REQUIRED WORK >> Locate the line that contains "const dot = new Path2D();", then copy it and all later lines of the data below exactly, through the last one.

MATERIAL PROVIDED >>
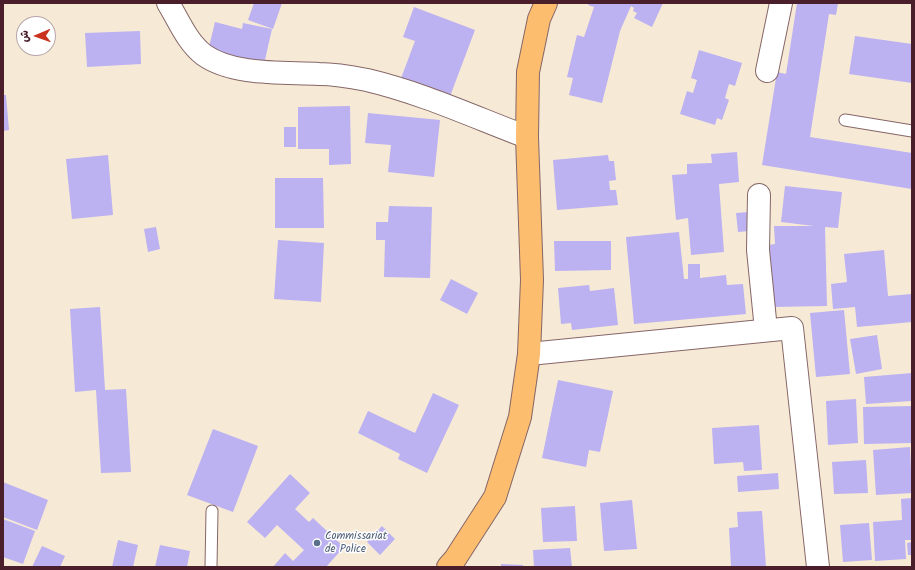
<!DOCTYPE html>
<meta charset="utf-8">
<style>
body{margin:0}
#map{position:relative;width:915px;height:570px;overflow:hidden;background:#f6ead6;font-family:Kalam,"Playpen Sans Arabic",sans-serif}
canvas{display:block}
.frame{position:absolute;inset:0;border:4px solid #4a1f2b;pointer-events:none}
.north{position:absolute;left:16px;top:16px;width:40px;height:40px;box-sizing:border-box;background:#fff;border:1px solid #b7a5aa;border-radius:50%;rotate:268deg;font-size:11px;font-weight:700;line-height:16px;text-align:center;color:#4a1f2b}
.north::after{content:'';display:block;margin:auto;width:14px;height:18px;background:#c8321e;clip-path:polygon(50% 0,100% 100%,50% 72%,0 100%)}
</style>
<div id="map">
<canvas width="915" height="570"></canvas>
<div class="frame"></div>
<div class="north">ش</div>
</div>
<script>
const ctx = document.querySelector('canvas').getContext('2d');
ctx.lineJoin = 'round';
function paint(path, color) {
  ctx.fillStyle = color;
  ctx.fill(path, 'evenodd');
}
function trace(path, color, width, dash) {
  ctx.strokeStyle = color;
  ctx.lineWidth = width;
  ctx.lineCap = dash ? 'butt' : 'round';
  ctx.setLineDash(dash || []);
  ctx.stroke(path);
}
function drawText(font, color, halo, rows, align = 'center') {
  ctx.font = font + ' Kalam,sans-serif';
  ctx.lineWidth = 3;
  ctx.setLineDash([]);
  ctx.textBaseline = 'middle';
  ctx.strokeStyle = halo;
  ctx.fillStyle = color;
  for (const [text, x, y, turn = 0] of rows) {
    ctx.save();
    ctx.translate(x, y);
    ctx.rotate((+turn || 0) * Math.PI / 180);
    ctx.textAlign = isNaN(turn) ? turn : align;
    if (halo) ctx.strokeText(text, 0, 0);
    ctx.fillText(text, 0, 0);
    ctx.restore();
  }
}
const building = new Path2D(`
 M254,3H282L273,29L248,20Z
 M589,3H663L652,27L634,18L637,13L633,11L634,8L631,6L620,31L602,103L569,95L573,78L567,77L577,35L584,37L594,7L588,5Z
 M797,3H838L836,15L829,14L810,137L912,153V189L762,165L777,72L786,74Z
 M414,7L475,30L449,99L400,81L415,41L403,37Z
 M215,22L242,29L243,23L272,29L264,64L208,51Z
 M140,31L141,64L87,67L85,33Z
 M855,36L912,44V83L849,74Z
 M699,50L742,63L735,86L729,84L725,98L729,100L722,120L717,118L715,125L680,114L687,91L693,93L697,80L691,78Z
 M3,95H6L9,130L3,131Z
 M350,106L351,164L329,165V149H298V107Z
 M368,113L440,120L434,177L388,172L391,145L365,143Z
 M284,127H296V147H284Z
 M737,152L739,182L719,184L724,252L691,255L688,218L676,220L672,175L687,174V164L712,163L711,154Z
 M108,155L113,215L72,219L66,159Z
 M608,155L609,161H614L616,180L609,181L610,190H616L618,205L557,210L553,160Z
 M275,178H323L324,228H275Z
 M785,186L842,192L838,228L825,227L827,306L772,307L768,245L775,244L774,226H814L781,222Z
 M389,206L432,207L430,278L384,277L385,240H376V222H388Z
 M748,212L749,231L738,232L736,213Z
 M156,227L160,249L148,252L144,229Z
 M679,232L684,279H688V264H700V278L726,275L727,285L743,284L746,314L634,324L626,237Z
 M278,240L324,243L321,302L274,299Z
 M554,241H611V270L555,271Z
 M884,250L888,296L912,294V322L857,327L855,307L833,309L831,284L847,282L844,254Z
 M451,279L478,293L467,314L440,300Z
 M589,285L590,291L614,288L618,325L572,330L571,323L561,324L558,288Z
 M100,307L105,390L126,389L131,472L101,473L96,390L75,392L70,309Z
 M844,310L850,374L816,377L810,313Z
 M877,335L882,369L856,374L850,339Z
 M912,373V401L866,404L864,377Z
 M558,380L613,391L600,452L589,450L586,467L542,458Z
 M433,393L459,405L427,473L398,459L400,454L358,433L368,411L415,433Z
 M856,399L858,443L828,445L826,401Z
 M912,406V443L864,444L863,407Z
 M759,425L762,470L744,471L743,462L714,464L712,428Z
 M213,429L258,446L233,512L187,495Z
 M910,447L912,493L876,495L873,450Z
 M866,460L868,493L834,494L832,462Z
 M778,473L779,489L738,492L737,476Z
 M290,474L310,493L295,509L309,522L313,518L344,547L326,567H273L285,553L293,561L304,550L277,525L265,538L247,522Z
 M3,482L48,500L37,530L3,517Z
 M912,498V540H905L906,559L875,561L873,522L902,520L901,499Z
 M632,500L637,549L604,551L600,503Z
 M575,506L577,541L543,542L541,508Z
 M762,511L766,567H731L729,528L738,527L737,512Z
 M3,519L35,531L23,564L3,557Z
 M869,523L872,560L843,562L840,525Z
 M382,526L395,539L380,555L367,542Z
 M118,540L138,545L133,567H112Z
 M912,542V555H908L907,543Z
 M160,545L190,551L187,567H155Z
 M42,546L65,556L60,567H32Z
 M570,548L572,567H534L533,550Z
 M501,564L523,565V567H501Z`);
const lane = new Path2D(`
 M845,120L912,131
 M211,567L212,511`);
const street = new Path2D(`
 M168,3C179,21 187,42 204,55C234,76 284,72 319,74C335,74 352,77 367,80C422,93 474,117 527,137
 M767,71L781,3
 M759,195L758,250L766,330
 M529,354L792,328L818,567`);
const primary = new Path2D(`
 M448,567L455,559L495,497L520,417L529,354L532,280L527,137L528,72L539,19L546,3`);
const markers = [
 [317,543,4,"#5c6f8a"]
];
const serviceNames = [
 ["Commissariat",325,537],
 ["de Police",325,550]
];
paint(building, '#bcb1f1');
trace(lane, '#866667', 13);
trace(street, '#866667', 24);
trace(primary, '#866667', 24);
trace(lane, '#fff', 11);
trace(street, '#fff', 22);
trace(primary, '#fcbd6f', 22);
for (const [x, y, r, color] of markers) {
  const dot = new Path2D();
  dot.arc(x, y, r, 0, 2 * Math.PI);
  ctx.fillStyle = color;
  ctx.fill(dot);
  trace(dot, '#fff', 1.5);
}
drawText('11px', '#4e5e75', '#fff', serviceNames, 'left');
</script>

YOUR RESPONSE >>
  const dot = new Path2D();
  dot.arc(x, y, r, 0, 2 * Math.PI);
  ctx.fillStyle = color;
  ctx.fill(dot);
  trace(dot, '#fff', 1.5);
}
drawText('11px', '#4e5e75', '#fff', serviceNames, 'left');
</script>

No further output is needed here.